Flash: Im getting the Speedlite EX 430 II

What should I shoot it into? An umbrella? or like a soft box or something?

Would reflecdtors come in handy? (I will only be using one flash)


----------



## JerryPH (Jan 21, 2009)

You're buying this today... but do you know how to use them for best effect??

Your questions really show that you have very limited experience in this.  Honestly, you need more than a week to get even remotely comfortable with this stuff, which by your questions, show you've never even looked at.

Have you considered how you are going to trigger that remote flash?  Otpical slave... not at dance you're not... the lights and other people with their cameras will trigger your flash till the battery is dry.  Remote triggers?  The cheapie GI Cactus?  They take several weeks to come in from China, and MPEX in Ohio delivered mine in 3 weeks from Ohio to Canada.  Pocket wizards?  Get at least $350 for 2 triggers ready. 

Fast hints:  Google for prices and strobist.com for 3-6 weeks of devoted reading and practice for the lighting end of things.  Use the forum sponsors, they are known good and reliable sources for equipment.

But here is a thought... if all it took was a few days, to learn how to properly light a person or 2... would there be that many books, DVDs, seminars and people telling you that its very challenging to do right?  www.strobist.com would be out of a job in a week if it was that easy. 

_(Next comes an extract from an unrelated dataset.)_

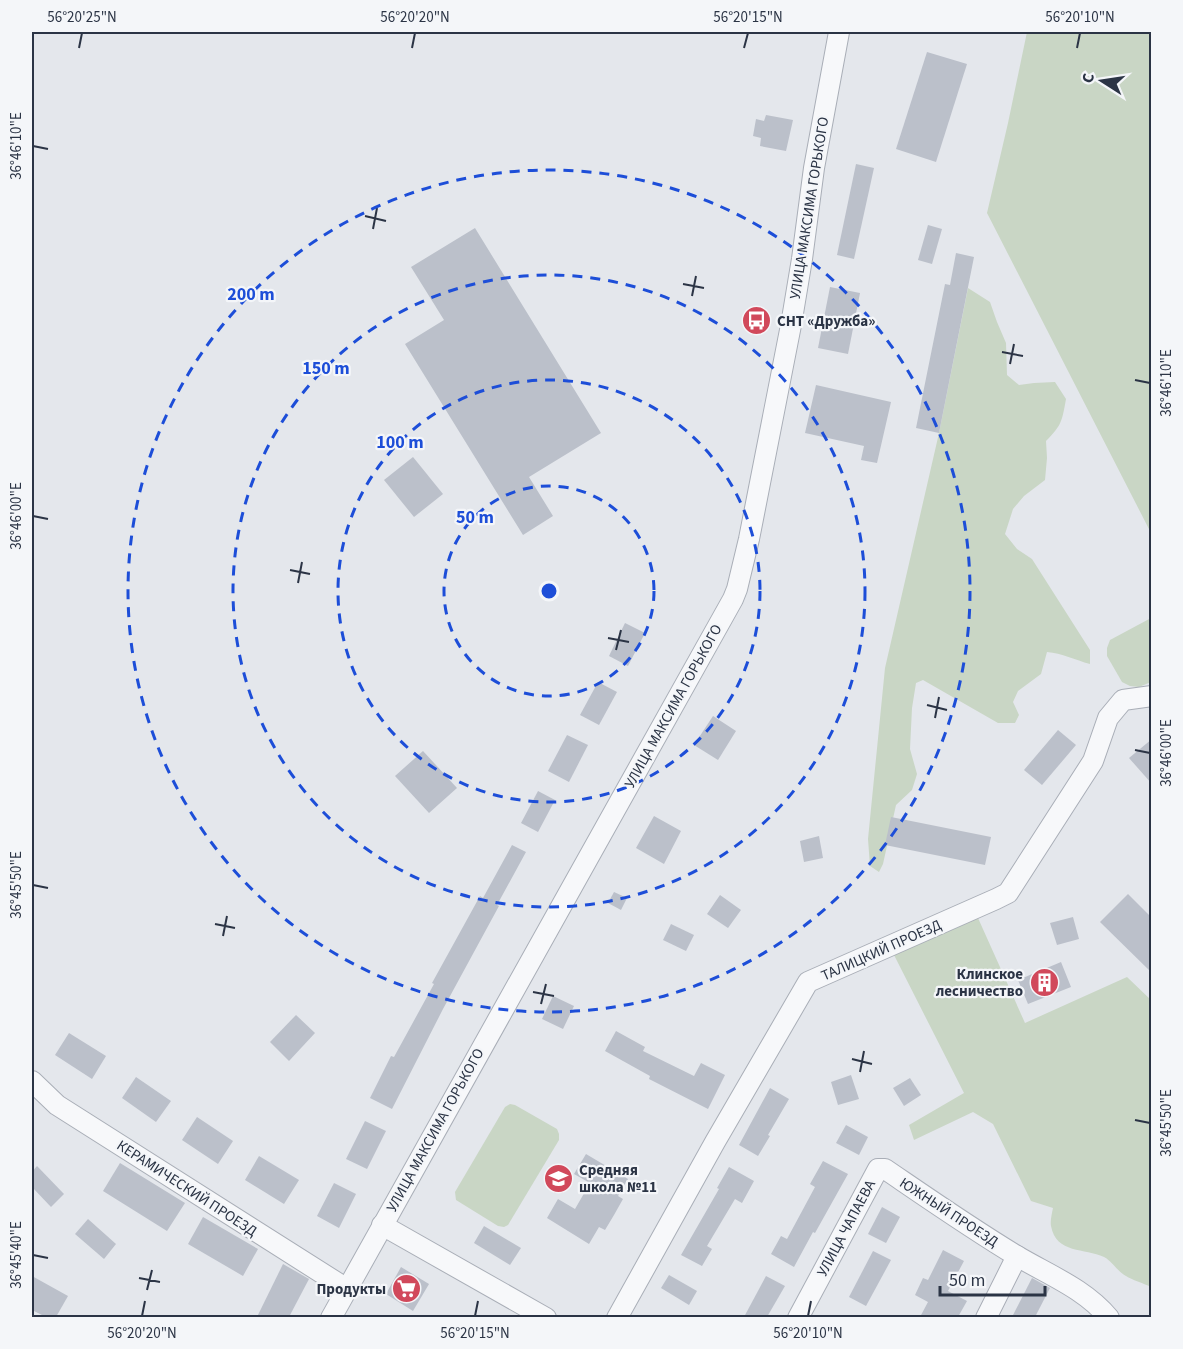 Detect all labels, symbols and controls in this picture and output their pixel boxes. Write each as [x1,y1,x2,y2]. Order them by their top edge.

How many people are you shooting?  1?  20?  A single umbrella and a strobe is NOT going to get you very far, to be honest.  1-2 people and thats about it.

So, what do you need:

- a dSLR camera
- umbrella
- swivel bracket
- lightstand
- trigger/receiver (long sync wire in a pinch)
- (ack the 430 doesn't have a sync port!) hotshoe adapter with sync socket
 - strobe
- 8-pack of 2700mah NiMH batteries, and a matching battery charger
- reflectors are optional, but do work well if you know how
- backdrop?  At a dance?  Pass on it.  Find a nice location and integrate it into your pics.


Except for the batteries, charger which you can get at Walmart, the GI Cactus V2s triggers that come from Hong Kong or MPEX.com, everything else you can get at either Adorama or BH Photo.


----------



## feRRari4756 (Jan 21, 2009)

Okay well I at least need a background. Can I buy a paper background from somewhere? or do they only sell muslin?

Does Ritz Camera sell this stuff?


----------



## JerryPH (Jan 21, 2009)

feRRari4756 said:


> Okay well I at least need a background. Can I buy a paper background from somewhere? or do they only sell muslin?
> 
> Does Ritz Camera sell this stuff?



I don't usually buy at Ritz or Wolfe camera... more expensive.

BH photo does, do a search for BOTERO backdrops but thats portable backdrops, not paper (I'd NEVER bring a huge paper roll to a dance!!).  Can you even tell me what you MUST have a background?  I read the words "a dance"... I would have a MILLION places there that would let me capture the feeling of the place and not need to lug around something that is NOT going to add to the quality of your pics.  A backdrop is going to limit you to ONE area... use the scenery!!

Do you have a budget?  If you get a paper backdrop, how are you going to suspend it?  Have someone to help you carry and set this all up?  A 10 foot wide paper roll is VERY heavy and not something one person can carry alone with their equipment.


----------



## Joves (Jan 21, 2009)

Hell you can go to a fabric shop for muslin and it would be cheaper. You would just have to improvise holding it up nicely.


----------